LOL, LG....if you think about it, the OWs who lose their married men go through the SAME torment as the LBS when the MLC'er gives them the speech.

It's strange, but true.

I did a great deal of research long ago, and was shocked to see this similarity in the situations, of course it was DIFFERENT, but the reactions(as compared between the OW and LBS) were the SAME.

The only difference was the OW wasn't married to the man she was seeing, and the LBS was the WIFE of the MLC'er, who was going to the OW(IF they had one).
But each person was LEFT BEHIND when the relationship broke in pieces...triggering the crying, clinging, demanding, and pursuing behaviors for a time before either accepted what was happening.

I remember thinking this was really weird at the time.


The difference was, the OW has NO history with the married man, and the LBS has that history that may work to their advantage at a later time.

The advice given in each circumstance was the SAME, learn to detach, distance, and in time, the OW got over it, where the LBS had something different to contend with, the possible return of the WAS/MLC spouse.

The OW lost all the way around, and in time, they got back into the game with yet another married man...and the cycle started all over again, at least until it all broke down once again.

You've some that are "career OWs" who only see married men, don't make commitments, and take the married man for all the money they can get, only wanting to be "kept" by the married man.
No strings attached, only USING them for money and maintenance.
This is selfishness at its worst, as they could care less about the wives and families that are being hurt, and damaged through what they are doing.

I'd hate to be that pair of shoes, as I don't understand the thinking there..and am unable to even step down into those shoes.  :)


On the other hand, it takes TWO to tango, and the husbands that do it are just as guilty as the OWs of carrying on with each other, and people do have and exercise choices....they make the WRONG ones, getting entangled in something they should have NEVER gotten into in the first place.

I had to begin to teach my husband about predators such as these long after he got disentangled from the OW he'd gotten involved with.

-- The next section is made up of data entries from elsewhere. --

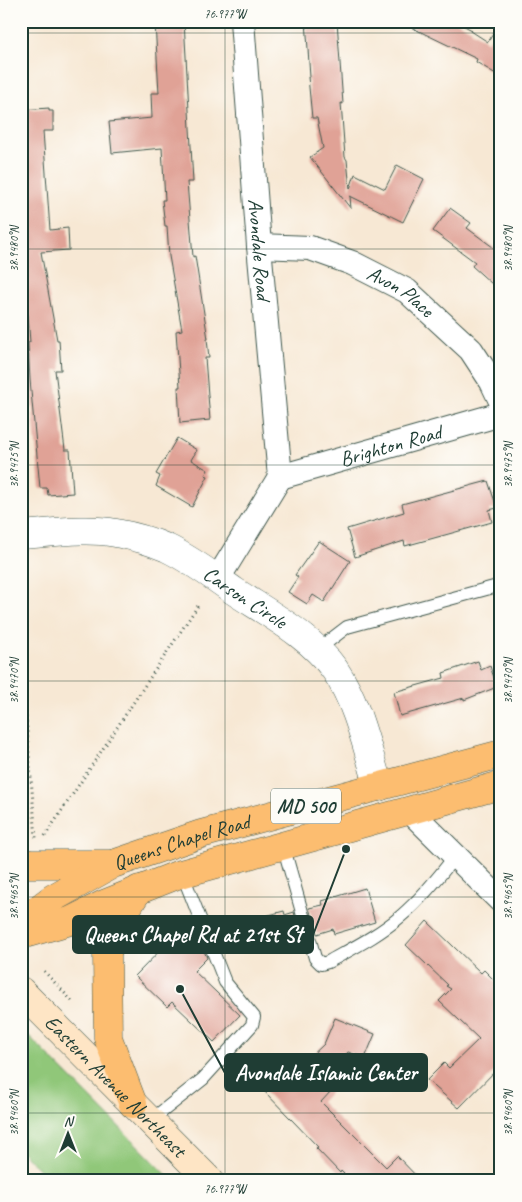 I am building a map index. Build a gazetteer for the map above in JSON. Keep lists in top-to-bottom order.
{
  "streets": {
    "main road": ["MD 500", "Queens Chapel Road", "Eastern Avenue Northeast"],
    "street": [
      "Avondale Road",
      "Avon Place",
      "Brighton Road",
      "Carson Circle"
    ]
  },
  "crossings": [
    ["Avondale Road", "Avon Place"],
    ["Avondale Road", "Brighton Road"],
    ["Carson Circle", "Queens Chapel Road"]
  ],
  "places": ["Queens Chapel Rd at 21st St", "Avondale Islamic Center"],
  "north": "top",
  "coordinates": [
    "76.977°W",
    "38.9480°N",
    "38.9475°N",
    "38.9470°N",
    "38.9465°N",
    "38.9460°N"
  ]
} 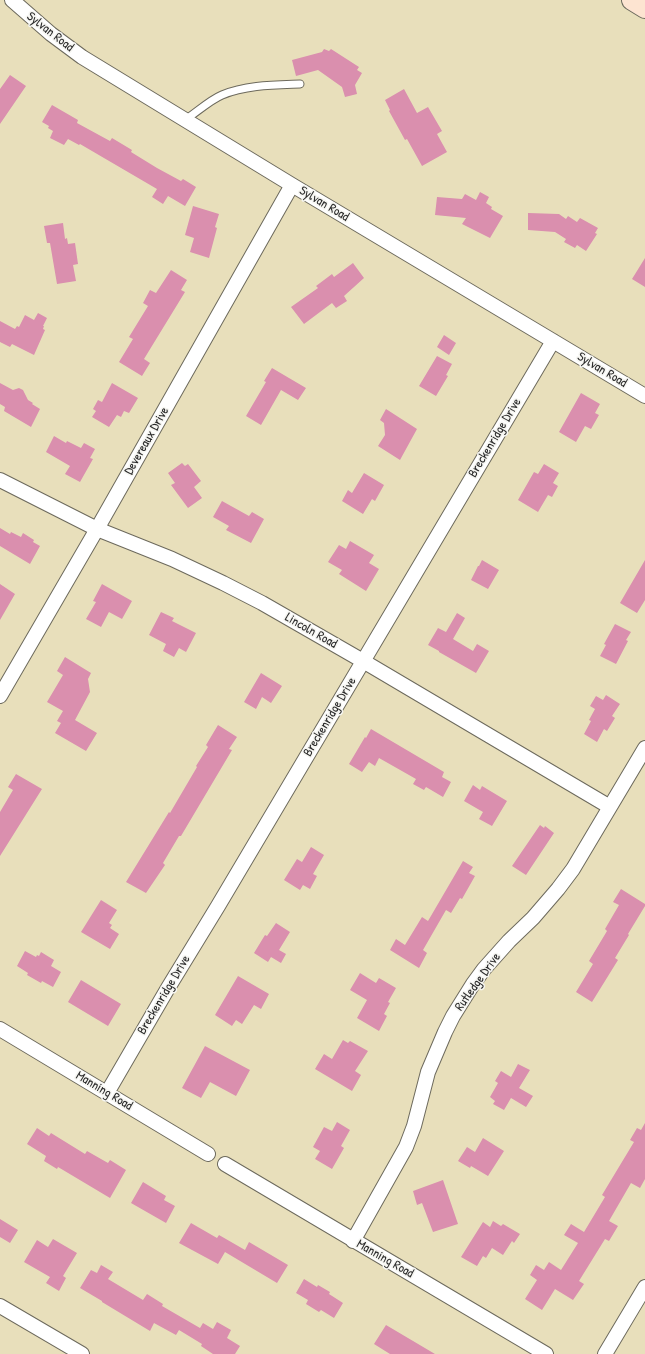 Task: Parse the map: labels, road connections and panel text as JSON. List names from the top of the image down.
{
  "streets": {
    "street": [
      "Sylvan Road",
      "Breckenridge Drive",
      "Devereaux Drive",
      "Lincoln Road",
      "Rutledge Drive",
      "Manning Road"
    ]
  },
  "crossings": [
    ["Sylvan Road", "Breckenridge Drive"],
    ["Sylvan Road", "Devereaux Drive"],
    ["Breckenridge Drive", "Lincoln Road"],
    ["Breckenridge Drive", "Manning Road"],
    ["Devereaux Drive", "Lincoln Road"],
    ["Lincoln Road", "Rutledge Drive"],
    ["Rutledge Drive", "Manning Road"]
  ]
} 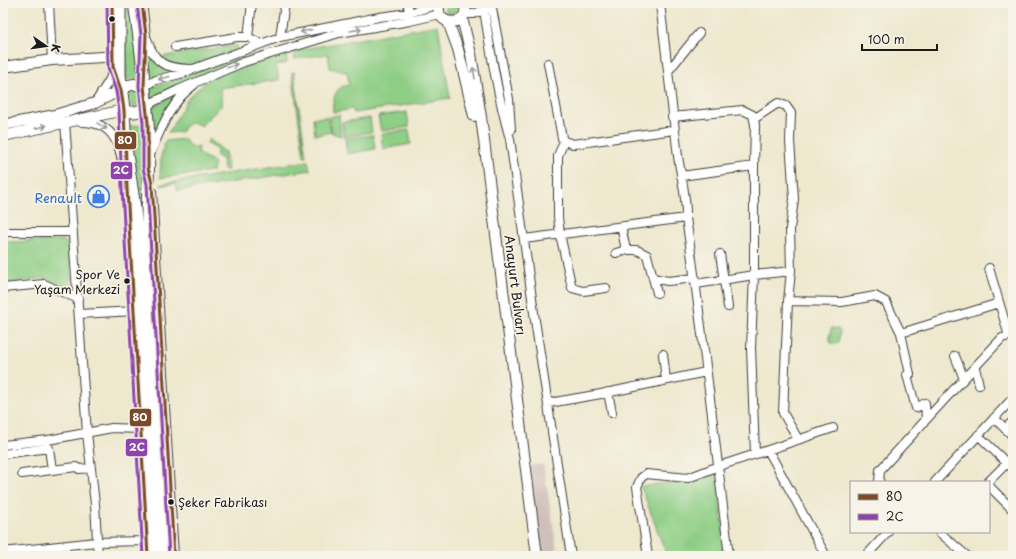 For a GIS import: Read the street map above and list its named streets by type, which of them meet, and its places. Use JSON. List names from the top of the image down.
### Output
{
  "streets": {
    "main road": ["Anayurt Bulvarı"]
  },
  "places": {
    "shop": ["Renault"],
    "other": ["Spor Ve Yaşam Merkezi", "Şeker Fabrikası"]
  },
  "lines": ["transit line 80", "transit line 2C"],
  "legend": ["80", "2C"],
  "scale_bar": "100 m",
  "north": "right"
} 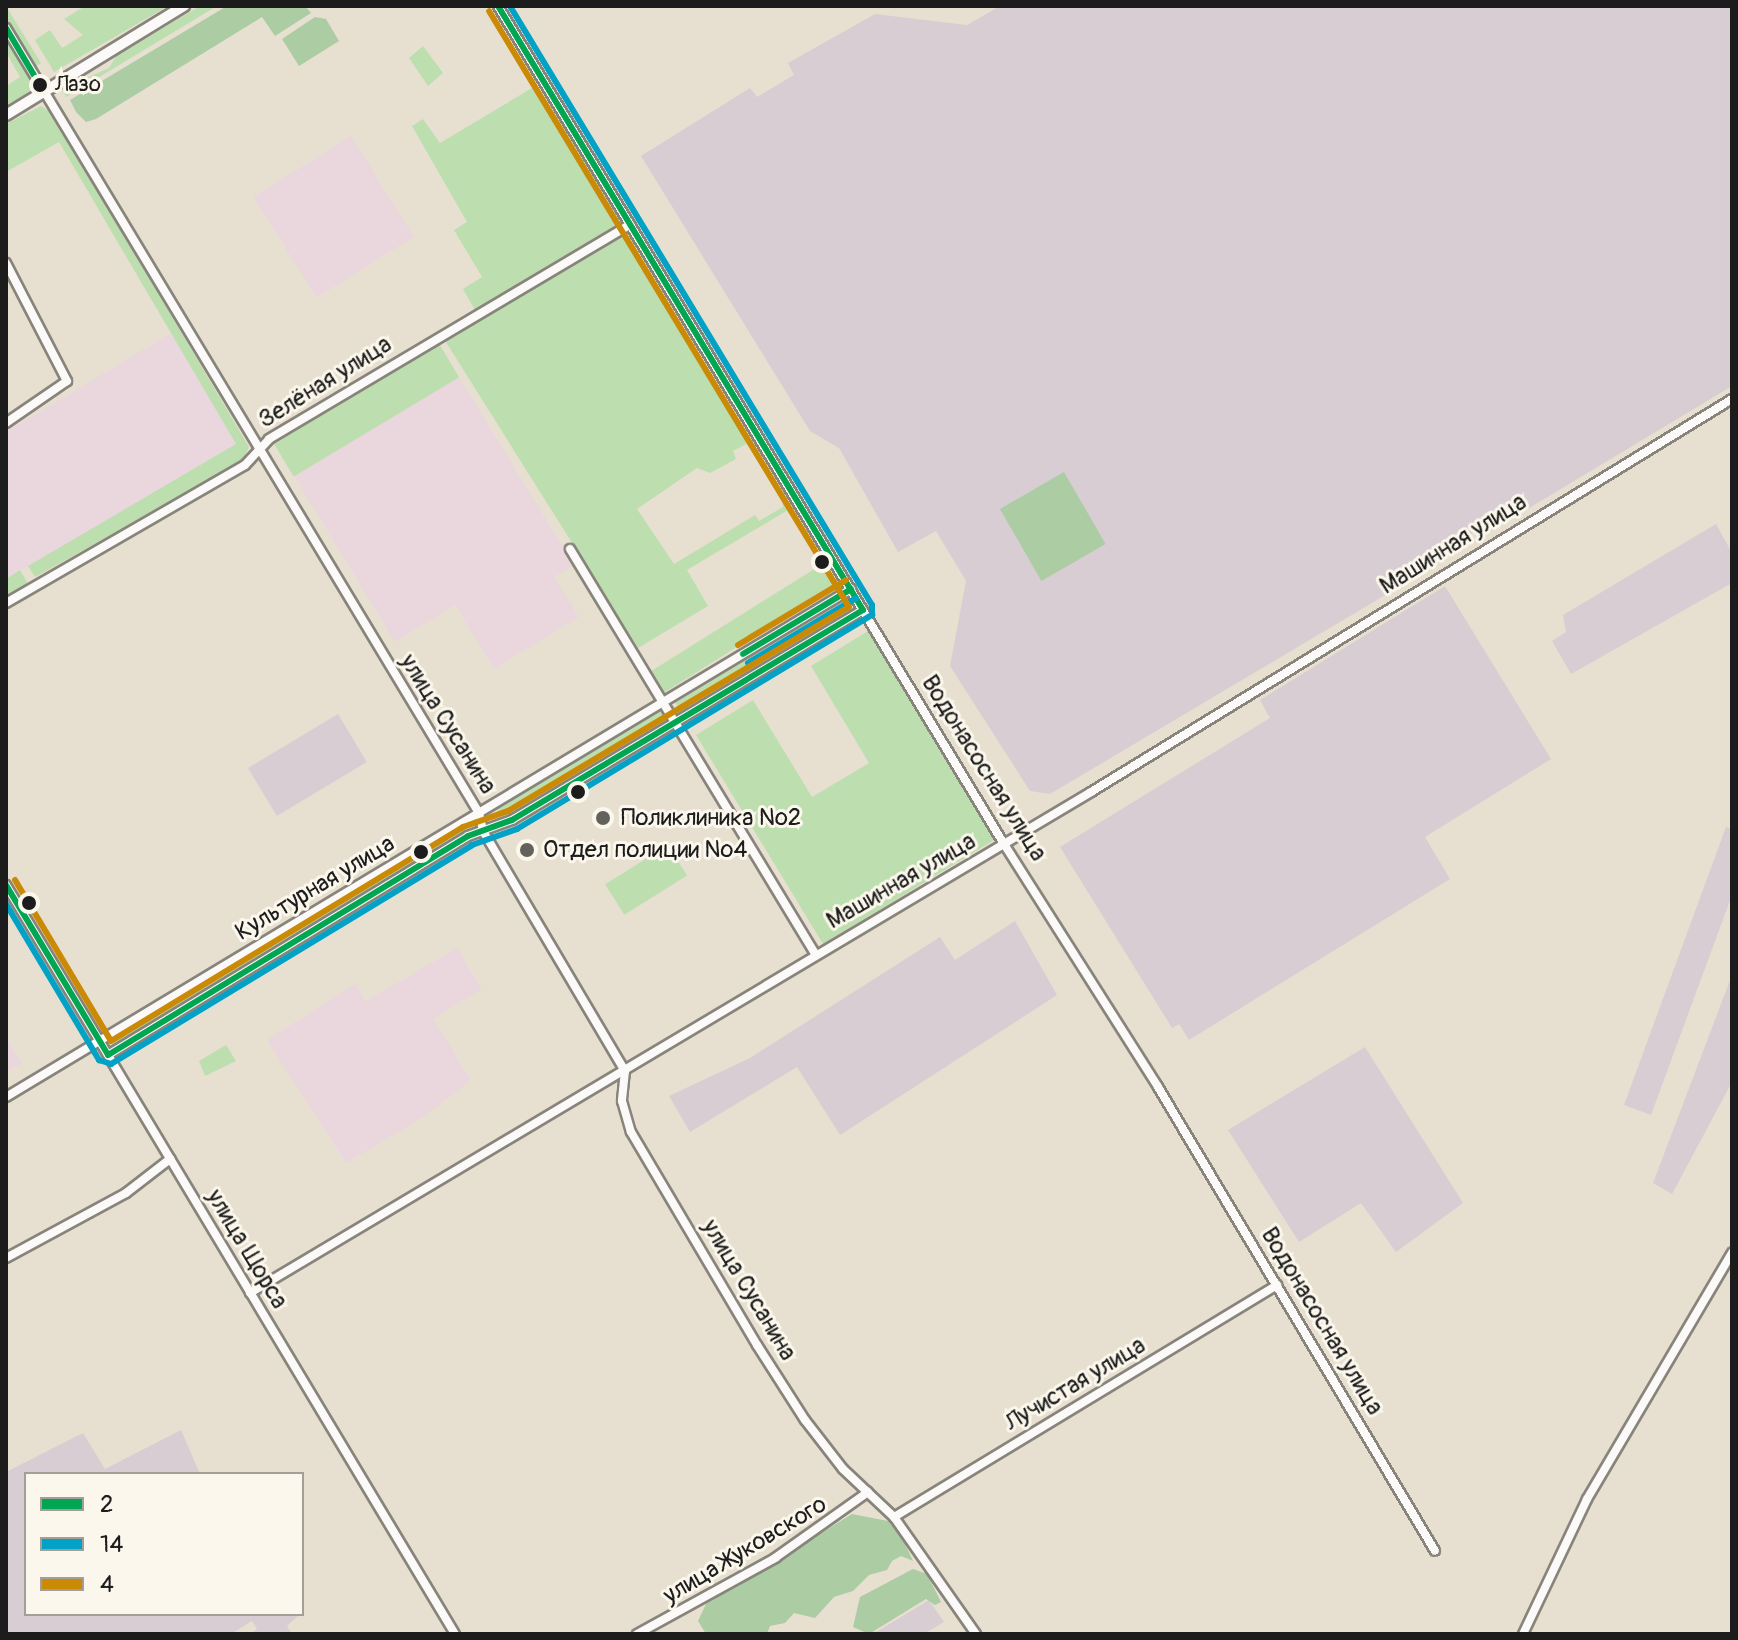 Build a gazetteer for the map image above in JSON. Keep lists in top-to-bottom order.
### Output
{
  "streets": {
    "street": [
      "Зелёная улица",
      "Машинная улица",
      "улица Сусанина",
      "Водонасосная улица",
      "Культурная улица",
      "улица Щорса",
      "Лучистая улица",
      "улица Жуковского"
    ]
  },
  "crossings": [
    ["Зелёная улица", "улица Сусанина"],
    ["Зелёная улица", "Водонасосная улица"],
    ["Машинная улица", "улица Сусанина"],
    ["Машинная улица", "Водонасосная улица"],
    ["Машинная улица", "улица Щорса"],
    ["улица Сусанина", "Культурная улица"],
    ["улица Сусанина", "Лучистая улица"],
    ["улица Сусанина", "улица Жуковского"],
    ["Водонасосная улица", "Культурная улица"],
    ["Водонасосная улица", "Лучистая улица"],
    ["Культурная улица", "улица Щорса"]
  ],
  "places": ["Лазо", "Поликлиника №2", "Отдел полиции №4"],
  "lines": ["transit line 2", "transit line 14", "transit line 4"],
  "legend": ["2", "14", "4"]
}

He, like me, was raised to believe pre-crisis, that nice women didn't dally with married men, nor did nice men dally with married women...both of us, through the experience he had, learned a HARD lesson from it......I know he's never gotten entangled like that again....and I became more discerning when it came to people like that.

In time, I was able to see more clearly, and in turn, I taught him to steer clear, and the signs to look for.

Predators look like any other person at first, but if you allow them to, they will drag you into the deepest pits of depravity, and if you allow yourself to cross certain lines, you'll get into a snare of deception and trickery that is hard to get out.

I've had friendships with males that I had to call a halt to, because they tried to cross certain lines with me, and I drew back when I saw where they were heading.

So OWs aren't the ONLY people to watch out for, some of the men are something else, too. :)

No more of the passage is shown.